Nrc final list released assam illegal migrants
The final National Register of Citizens (NRC) for Assam was released on Saturday, but a closure to the citizenship issue in the state remains distant. In fact, the initial response of political parties and civil society groups in Guwahati indicates that the NRC may have opened up new fault-lines. The government has done well to promise legal help to the over 19 lakh people who have been excluded. They have a window of 120 days to appeal before the Foreigners Tribunals, which have been provided additional staff and facilities. The government has also indicated that deportation of the people rendered “stateless” is not on the cards — Minister of Foreign Affairs S Jaishankar recently said in Dhaka that the NRC was India’s internal matter. However, political parties, including and especially the BJP, have alleged that the NRC is flawed and threatened to challenge it in court. For the large number of people who have been living on the edge since the process began in 2015, there is no end in sight to the uncertainty, it seems.

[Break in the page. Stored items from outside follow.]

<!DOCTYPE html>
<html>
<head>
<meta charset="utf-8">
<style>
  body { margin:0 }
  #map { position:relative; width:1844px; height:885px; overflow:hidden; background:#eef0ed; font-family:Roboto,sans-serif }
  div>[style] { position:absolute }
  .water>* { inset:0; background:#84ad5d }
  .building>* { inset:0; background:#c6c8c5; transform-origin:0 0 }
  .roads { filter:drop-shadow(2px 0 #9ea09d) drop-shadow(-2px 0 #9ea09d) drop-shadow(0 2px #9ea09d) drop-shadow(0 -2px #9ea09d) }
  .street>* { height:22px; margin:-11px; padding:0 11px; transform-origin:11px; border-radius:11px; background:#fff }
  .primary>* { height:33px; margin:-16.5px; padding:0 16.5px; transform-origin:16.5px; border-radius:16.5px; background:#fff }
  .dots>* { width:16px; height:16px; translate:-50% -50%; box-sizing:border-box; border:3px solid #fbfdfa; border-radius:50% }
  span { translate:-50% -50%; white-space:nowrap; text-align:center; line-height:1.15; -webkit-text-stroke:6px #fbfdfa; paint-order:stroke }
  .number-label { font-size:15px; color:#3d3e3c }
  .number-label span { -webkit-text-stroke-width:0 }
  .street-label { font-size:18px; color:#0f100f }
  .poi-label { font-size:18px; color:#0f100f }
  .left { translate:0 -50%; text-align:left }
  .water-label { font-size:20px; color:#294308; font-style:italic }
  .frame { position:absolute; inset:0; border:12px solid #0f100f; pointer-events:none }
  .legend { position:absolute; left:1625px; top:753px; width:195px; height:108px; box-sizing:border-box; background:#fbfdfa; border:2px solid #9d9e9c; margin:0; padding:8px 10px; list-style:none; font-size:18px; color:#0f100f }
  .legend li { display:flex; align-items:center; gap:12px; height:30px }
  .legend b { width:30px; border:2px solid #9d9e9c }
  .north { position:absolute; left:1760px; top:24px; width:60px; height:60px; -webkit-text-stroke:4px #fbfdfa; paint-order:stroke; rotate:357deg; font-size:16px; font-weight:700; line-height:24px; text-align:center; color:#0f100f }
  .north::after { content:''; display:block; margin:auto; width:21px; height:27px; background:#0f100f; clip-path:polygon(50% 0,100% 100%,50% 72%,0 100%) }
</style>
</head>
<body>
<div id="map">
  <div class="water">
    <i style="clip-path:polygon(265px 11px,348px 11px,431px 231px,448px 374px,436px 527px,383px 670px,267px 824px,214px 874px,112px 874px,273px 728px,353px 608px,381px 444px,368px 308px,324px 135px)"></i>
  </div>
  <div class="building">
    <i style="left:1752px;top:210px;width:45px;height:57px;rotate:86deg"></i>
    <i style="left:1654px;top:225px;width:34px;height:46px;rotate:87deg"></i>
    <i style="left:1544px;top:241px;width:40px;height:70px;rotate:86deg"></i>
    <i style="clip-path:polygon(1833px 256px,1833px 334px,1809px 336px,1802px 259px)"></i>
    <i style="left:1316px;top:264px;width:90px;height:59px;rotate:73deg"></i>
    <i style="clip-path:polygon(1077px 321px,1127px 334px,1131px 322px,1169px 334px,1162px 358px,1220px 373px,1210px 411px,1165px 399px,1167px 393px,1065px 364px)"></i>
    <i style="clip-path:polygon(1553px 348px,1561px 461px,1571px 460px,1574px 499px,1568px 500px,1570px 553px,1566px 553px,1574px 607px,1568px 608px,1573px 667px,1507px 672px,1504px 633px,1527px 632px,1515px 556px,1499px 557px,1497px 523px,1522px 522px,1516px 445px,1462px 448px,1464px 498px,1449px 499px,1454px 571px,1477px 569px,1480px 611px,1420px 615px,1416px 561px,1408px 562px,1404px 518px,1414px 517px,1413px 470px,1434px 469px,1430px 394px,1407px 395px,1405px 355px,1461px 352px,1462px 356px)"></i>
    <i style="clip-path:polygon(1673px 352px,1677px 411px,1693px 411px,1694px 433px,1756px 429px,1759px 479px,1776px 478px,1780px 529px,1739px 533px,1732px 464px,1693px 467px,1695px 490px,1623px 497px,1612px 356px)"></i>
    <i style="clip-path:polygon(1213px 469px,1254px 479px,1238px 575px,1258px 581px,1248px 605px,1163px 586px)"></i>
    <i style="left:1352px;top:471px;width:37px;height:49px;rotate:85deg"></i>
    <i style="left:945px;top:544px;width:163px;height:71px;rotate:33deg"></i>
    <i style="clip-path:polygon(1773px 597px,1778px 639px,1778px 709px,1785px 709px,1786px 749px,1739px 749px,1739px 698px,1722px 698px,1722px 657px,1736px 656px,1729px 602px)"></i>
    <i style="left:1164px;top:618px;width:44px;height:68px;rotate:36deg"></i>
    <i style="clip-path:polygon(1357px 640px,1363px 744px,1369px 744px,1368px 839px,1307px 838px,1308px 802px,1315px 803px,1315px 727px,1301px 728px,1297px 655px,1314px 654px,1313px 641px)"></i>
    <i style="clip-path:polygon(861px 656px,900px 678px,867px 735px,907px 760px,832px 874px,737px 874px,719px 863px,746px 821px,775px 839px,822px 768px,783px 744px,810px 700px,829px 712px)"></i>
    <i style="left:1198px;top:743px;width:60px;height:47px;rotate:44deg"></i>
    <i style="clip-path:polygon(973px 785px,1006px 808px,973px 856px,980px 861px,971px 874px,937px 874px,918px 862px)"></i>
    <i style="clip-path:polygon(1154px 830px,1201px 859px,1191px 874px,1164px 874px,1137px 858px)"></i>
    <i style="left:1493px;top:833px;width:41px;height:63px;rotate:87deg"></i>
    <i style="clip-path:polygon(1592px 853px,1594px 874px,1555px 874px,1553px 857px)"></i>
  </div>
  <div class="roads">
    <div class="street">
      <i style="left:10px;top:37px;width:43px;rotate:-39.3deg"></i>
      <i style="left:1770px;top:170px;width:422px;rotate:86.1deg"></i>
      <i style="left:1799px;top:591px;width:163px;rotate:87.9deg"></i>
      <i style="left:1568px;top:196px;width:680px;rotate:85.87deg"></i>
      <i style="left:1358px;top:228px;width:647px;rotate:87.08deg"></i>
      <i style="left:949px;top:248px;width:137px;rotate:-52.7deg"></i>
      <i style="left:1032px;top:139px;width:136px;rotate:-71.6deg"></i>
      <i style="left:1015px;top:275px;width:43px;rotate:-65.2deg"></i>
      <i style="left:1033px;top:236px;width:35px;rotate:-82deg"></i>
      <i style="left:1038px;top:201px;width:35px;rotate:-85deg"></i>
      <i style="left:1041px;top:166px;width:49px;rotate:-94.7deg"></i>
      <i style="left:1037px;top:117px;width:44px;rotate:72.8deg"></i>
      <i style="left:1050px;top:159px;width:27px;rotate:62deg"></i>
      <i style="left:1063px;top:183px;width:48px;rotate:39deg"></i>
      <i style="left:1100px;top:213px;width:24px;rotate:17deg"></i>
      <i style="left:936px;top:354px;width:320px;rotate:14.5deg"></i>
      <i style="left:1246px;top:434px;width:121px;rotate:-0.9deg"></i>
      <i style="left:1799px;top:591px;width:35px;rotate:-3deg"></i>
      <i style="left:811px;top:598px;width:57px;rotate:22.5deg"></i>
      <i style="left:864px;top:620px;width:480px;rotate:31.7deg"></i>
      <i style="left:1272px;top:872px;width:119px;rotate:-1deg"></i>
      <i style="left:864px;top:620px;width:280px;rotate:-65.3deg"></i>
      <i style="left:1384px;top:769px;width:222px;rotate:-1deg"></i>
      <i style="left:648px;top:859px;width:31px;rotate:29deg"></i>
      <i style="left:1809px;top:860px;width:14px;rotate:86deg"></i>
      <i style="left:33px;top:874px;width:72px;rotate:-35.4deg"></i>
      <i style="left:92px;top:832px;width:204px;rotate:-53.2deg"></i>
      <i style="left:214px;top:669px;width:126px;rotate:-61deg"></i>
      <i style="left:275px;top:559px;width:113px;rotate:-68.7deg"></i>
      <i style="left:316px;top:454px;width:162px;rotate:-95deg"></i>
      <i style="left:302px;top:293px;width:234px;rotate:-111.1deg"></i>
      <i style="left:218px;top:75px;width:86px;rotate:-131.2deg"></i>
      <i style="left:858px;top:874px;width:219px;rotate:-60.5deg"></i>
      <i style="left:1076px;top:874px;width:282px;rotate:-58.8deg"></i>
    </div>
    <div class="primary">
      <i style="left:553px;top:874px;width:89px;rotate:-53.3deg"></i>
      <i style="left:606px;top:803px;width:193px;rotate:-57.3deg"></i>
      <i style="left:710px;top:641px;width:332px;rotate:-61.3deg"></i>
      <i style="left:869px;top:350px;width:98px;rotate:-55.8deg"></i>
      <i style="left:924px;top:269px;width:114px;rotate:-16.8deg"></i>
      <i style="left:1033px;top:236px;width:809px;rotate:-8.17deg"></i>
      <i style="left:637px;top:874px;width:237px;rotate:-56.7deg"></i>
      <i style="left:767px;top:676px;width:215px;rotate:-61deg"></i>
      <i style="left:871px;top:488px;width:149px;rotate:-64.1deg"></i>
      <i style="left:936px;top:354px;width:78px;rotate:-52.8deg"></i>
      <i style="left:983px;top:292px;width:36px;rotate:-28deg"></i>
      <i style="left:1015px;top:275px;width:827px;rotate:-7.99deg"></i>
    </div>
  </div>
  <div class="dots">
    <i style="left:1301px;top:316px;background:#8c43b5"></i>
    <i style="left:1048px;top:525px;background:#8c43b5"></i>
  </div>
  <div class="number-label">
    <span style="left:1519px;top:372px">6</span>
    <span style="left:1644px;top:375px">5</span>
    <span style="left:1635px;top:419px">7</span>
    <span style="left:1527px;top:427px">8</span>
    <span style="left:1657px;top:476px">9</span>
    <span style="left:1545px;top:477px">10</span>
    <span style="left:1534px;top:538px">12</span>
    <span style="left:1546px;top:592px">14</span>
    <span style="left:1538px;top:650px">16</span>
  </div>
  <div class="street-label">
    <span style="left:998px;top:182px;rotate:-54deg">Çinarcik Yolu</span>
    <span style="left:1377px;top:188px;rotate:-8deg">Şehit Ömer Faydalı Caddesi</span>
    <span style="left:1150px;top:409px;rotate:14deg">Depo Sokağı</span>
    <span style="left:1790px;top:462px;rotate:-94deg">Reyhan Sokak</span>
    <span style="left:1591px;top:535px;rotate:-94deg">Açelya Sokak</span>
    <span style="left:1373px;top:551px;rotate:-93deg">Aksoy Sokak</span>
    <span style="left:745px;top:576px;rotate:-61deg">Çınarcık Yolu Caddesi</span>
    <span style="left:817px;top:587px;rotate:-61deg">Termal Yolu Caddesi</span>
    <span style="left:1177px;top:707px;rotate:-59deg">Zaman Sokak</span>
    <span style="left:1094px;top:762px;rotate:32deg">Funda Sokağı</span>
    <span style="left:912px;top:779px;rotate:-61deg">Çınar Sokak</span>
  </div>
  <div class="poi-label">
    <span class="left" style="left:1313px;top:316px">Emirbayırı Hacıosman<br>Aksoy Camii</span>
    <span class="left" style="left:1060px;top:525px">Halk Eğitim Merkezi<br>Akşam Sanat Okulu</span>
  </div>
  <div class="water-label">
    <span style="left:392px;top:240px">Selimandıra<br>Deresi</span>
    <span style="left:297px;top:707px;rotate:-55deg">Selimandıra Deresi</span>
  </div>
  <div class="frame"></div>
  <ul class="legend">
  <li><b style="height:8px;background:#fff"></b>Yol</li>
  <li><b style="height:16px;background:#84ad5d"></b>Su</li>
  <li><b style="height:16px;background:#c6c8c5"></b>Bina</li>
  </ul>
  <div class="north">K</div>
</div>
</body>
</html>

Citizenship and identity have been fraught issues in Assam for decades. The NRC was introduced in 1951 in response to a political demand that arose from the fear of migration, in the backdrop of Partition, causing demographic and cultural upheaval. The subnationalist politics that privileged Assamese identity over other categories, including class, caste and religion, has since shaped the social imaginary in the region, with devastating consequences. It has produced a narrative that plays on the fear of the “outsider” and a politics that borders on xenophobia. It is telling, however, that no party seems to be happy with the outcome of the current exercise. For the All Assam Students Union and the BJP, the exclusions are fewer than expected — the projected number of illegal immigrants in Assam, which has formed the basis of contrived political spectres, has varied from one million to two crore. The BJP also suspects that a substantial number of the affected are Bengali-speaking Hindus, whom it wants recognised as refugees and accorded citizenship. With its proposal to amend the Citizenship Act pending, the party has demanded re-verification of the list in districts bordering Bangladesh, suggesting a communal reading of the NRC.

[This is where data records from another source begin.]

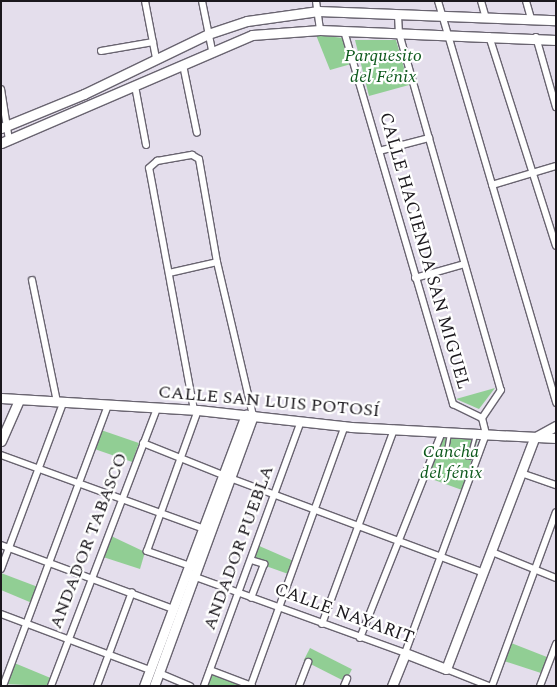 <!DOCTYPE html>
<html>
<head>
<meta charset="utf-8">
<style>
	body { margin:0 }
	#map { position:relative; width:557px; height:687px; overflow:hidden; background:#e4deec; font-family:Spectral,serif }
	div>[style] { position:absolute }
	.green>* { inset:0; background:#91ce94; transform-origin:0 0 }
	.roads { filter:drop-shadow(1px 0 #696470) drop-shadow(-1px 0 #696470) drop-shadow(0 1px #696470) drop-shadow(0 -1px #696470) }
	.lane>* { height:3px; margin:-1.5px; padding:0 1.5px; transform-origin:1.5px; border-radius:1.5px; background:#fff }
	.street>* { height:6px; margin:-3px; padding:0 3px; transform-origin:3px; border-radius:3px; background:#fff }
	.secondary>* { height:9px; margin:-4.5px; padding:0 4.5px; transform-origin:4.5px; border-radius:4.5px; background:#fff }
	span { translate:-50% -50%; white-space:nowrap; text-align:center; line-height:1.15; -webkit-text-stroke:4.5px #fff; paint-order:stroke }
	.park-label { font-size:18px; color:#0d591c; font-style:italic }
	.street-label { font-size:18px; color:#1b181d }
	.frame { position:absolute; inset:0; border:2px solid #1b181d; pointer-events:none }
</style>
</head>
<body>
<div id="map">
	<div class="green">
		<div style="clip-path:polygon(316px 35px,344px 38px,351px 64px,330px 70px)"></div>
		<div style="clip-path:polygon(355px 40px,396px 40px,409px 85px,369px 96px)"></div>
		<div style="clip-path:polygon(495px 388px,479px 409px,456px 399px)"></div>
		<div style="left:101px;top:430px;width:40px;height:20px;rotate:19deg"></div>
		<div style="clip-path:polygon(443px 435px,478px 439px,462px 490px,426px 477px)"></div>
		<div style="clip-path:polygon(109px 535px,145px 552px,140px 569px,100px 556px)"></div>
		<div style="clip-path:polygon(257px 545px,296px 562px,291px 575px,252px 561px)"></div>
		<div style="clip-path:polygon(1px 573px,38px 587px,32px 603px,1px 590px)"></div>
		<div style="clip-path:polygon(506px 641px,552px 659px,544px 674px,501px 660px)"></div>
		<div style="left:310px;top:648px;width:47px;height:14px;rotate:27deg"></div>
		<div style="clip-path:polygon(12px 662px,53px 679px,50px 686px,4px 684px)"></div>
		<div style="clip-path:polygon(210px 670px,252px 686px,204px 686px)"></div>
	</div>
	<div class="roads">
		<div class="lane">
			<div style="left:449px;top:433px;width:17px;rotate:100deg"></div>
			<div style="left:446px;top:450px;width:24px;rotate:17deg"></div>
			<div style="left:469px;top:457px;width:24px;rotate:-75deg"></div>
		</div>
		<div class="street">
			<div style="left:145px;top:1px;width:58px;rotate:79.1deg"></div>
			<div style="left:202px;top:1px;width:50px;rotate:78.5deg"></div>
			<div style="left:316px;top:1px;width:29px;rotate:82deg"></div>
			<div style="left:438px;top:1px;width:419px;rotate:73.6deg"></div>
			<div style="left:481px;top:1px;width:15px;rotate:74deg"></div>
			<div style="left:526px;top:1px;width:18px;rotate:74deg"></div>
			<div style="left:398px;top:15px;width:18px;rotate:87deg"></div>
			<div style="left:399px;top:33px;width:371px;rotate:74.1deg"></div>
			<div style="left:501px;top:390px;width:34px;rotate:124deg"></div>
			<div style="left:344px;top:31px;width:389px;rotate:73.7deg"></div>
			<div style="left:453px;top:404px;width:32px;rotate:26deg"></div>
			<div style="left:489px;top:36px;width:220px;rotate:72.3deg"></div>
			<div style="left:536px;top:37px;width:73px;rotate:74.1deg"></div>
			<div style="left:101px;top:51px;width:53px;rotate:-9.8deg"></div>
			<div style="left:183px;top:65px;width:69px;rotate:78.4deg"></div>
			<div style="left:135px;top:86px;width:60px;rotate:79.4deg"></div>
			<div style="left:1px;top:89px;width:52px;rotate:81.1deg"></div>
			<div style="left:379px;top:151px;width:52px;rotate:-14.6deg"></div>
			<div style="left:492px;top:185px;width:67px;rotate:-16.5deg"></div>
			<div style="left:169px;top:273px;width:49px;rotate:-12.9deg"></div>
			<div style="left:415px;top:278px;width:51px;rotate:-15.9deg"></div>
			<div style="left:32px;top:280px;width:125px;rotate:78.4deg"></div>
			<div style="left:194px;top:410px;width:246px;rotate:-100.5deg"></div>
			<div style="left:149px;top:168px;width:11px;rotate:-41deg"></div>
			<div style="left:157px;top:161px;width:36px;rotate:-10deg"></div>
			<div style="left:192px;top:155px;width:8px;rotate:30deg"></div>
			<div style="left:199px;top:159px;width:105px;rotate:80.1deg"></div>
			<div style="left:217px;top:262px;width:158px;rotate:76.8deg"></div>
			<div style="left:143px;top:443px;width:88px;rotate:21.9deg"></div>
			<div style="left:1px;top:455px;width:216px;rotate:20deg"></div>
			<div style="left:521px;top:473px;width:37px;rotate:19deg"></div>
			<div style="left:230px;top:478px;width:271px;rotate:20.5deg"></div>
			<div style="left:1px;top:545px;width:184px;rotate:20.4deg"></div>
			<div style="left:492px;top:552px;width:69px;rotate:22.1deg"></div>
			<div style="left:251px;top:560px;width:14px;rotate:17deg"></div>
			<div style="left:264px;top:564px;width:36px;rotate:111deg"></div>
			<div style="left:193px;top:567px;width:49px;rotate:-160.8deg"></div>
			<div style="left:147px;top:551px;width:150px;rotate:-70.1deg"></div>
			<div style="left:1px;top:569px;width:177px;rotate:-69.5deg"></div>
			<div style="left:190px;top:575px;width:229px;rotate:19.9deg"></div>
			<div style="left:405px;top:653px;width:233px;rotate:-69.7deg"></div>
			<div style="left:486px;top:434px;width:16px;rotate:-104deg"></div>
			<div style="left:1px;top:614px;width:159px;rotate:20.6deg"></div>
			<div style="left:322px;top:624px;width:208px;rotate:-69.7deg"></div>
			<div style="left:360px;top:638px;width:222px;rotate:-68.3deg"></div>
			<div style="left:446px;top:669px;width:46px;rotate:21.6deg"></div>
			<div style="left:210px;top:670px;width:45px;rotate:20.9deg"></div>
			<div style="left:159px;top:673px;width:34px;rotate:23deg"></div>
			<div style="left:251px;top:685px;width:276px;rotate:-70.1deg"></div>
			<div style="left:3px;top:686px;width:300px;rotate:-69.5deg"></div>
			<div style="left:51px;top:686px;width:298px;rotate:-69.1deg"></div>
			<div style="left:97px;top:686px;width:100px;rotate:-69.6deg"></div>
			<div style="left:204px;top:686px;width:282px;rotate:-69.9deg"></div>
			<div style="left:299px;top:686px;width:26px;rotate:-69deg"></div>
			<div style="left:344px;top:686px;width:8px;rotate:-67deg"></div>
			<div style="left:492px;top:686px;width:185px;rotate:-69.8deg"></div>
			<div style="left:540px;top:686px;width:45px;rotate:-69.1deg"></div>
		</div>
		<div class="secondary">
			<div style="left:1px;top:128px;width:90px;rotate:-22.3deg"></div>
			<div style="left:84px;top:94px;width:138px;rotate:-25.8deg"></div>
			<div style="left:208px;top:34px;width:41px;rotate:-18.4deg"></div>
			<div style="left:247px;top:21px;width:72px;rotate:-8deg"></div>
			<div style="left:318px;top:11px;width:238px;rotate:2.2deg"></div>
			<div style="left:1px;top:143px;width:273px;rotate:-23.3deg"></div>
			<div style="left:252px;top:35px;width:68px;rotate:-4.2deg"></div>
			<div style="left:320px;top:30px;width:236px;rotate:2.4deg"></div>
			<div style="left:1px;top:398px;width:197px;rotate:3.5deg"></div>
			<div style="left:198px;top:410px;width:154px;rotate:6.3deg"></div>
			<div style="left:351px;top:427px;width:205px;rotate:3.1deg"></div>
			<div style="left:1px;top:441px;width:45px;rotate:-66.3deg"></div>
			<div style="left:144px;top:686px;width:290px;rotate:-69.4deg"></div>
			<div style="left:154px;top:686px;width:288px;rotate:-69.9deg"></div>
			<div style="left:392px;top:686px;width:35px;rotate:-68deg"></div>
			<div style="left:405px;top:653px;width:44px;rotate:21.3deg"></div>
			<div style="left:446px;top:669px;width:247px;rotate:-69.1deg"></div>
			<div style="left:534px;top:438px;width:25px;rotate:-29deg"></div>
		</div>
	</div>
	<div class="park-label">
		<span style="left:383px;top:67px">Parquesito<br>del Fénix</span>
		<span style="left:451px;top:463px">Cancha<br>del fénix</span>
	</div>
	<div class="street-label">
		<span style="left:424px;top:251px;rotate:74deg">CALLE HACIENDA SAN MIGUEL</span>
		<span style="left:269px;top:402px;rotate:5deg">CALLE SAN LUIS POTOSÍ</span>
		<span style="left:89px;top:541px;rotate:-69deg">ANDADOR TABASCO</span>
		<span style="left:239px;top:548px;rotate:-70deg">ANDADOR PUEBLA</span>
		<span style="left:344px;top:614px;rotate:20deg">CALLE NAYARIT</span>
	</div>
	<div class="frame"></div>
</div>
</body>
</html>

Instead of blaming the process, political parties need to recognise, perhaps, the flaw that lies in the imagination that produced the NRC. Modern societies are shaped by migration and it may be futile to engage in costly exercises to identify “outsiders”. Despite the fiasco in Assam, BJP leaders are demanding NRCs elsewhere too — for instance, Manoj Tiwari wants one in Delhi. During the 2019 election campaign, BJP President Amit Shah spoke about “ghuspaithiye” and compared illegal migrants to termites. The time has come to steer the conversation away from excluding people, and towards accepting the reality of migration and exploring ways to make it work better for the economy. The idea of citizenship can’t be imprisoned within the framework of blood and soil or religion; it needs a broader, more inclusive definition rooted in the liberal spirit of the Constitution. For now, however, at the end of an elaborate NRC process monitored by the Supreme Court, which has shown unusual alacrity in doing so, the onus is on the court to ensure that human rights are not undermined by short-term political interests.